■ Task objective
The entries below should appear again in your reply, word for word.

Extracted data entries:

Start of Block

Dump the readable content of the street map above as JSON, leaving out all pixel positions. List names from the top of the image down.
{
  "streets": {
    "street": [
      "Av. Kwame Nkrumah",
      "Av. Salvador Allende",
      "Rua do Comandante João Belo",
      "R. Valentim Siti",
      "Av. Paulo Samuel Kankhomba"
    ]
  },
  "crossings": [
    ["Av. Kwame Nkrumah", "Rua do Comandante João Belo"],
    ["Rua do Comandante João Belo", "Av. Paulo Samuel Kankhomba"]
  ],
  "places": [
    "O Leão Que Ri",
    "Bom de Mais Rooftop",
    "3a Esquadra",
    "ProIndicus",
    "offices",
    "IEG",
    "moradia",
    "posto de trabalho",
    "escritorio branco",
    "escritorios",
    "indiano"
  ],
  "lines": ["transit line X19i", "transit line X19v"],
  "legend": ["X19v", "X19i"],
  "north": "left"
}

End of Block

■ Task solution
Dump the readable content of the street map above as JSON, leaving out all pixel positions. List names from the top of the image down.
{
  "streets": {
    "street": [
      "Av. Kwame Nkrumah",
      "Av. Salvador Allende",
      "Rua do Comandante João Belo",
      "R. Valentim Siti",
      "Av. Paulo Samuel Kankhomba"
    ]
  },
  "crossings": [
    ["Av. Kwame Nkrumah", "Rua do Comandante João Belo"],
    ["Rua do Comandante João Belo", "Av. Paulo Samuel Kankhomba"]
  ],
  "places": [
    "O Leão Que Ri",
    "Bom de Mais Rooftop",
    "3a Esquadra",
    "ProIndicus",
    "offices",
    "IEG",
    "moradia",
    "posto de trabalho",
    "escritorio branco",
    "escritorios",
    "indiano"
  ],
  "lines": ["transit line X19i", "transit line X19v"],
  "legend": ["X19v", "X19i"],
  "north": "left"
}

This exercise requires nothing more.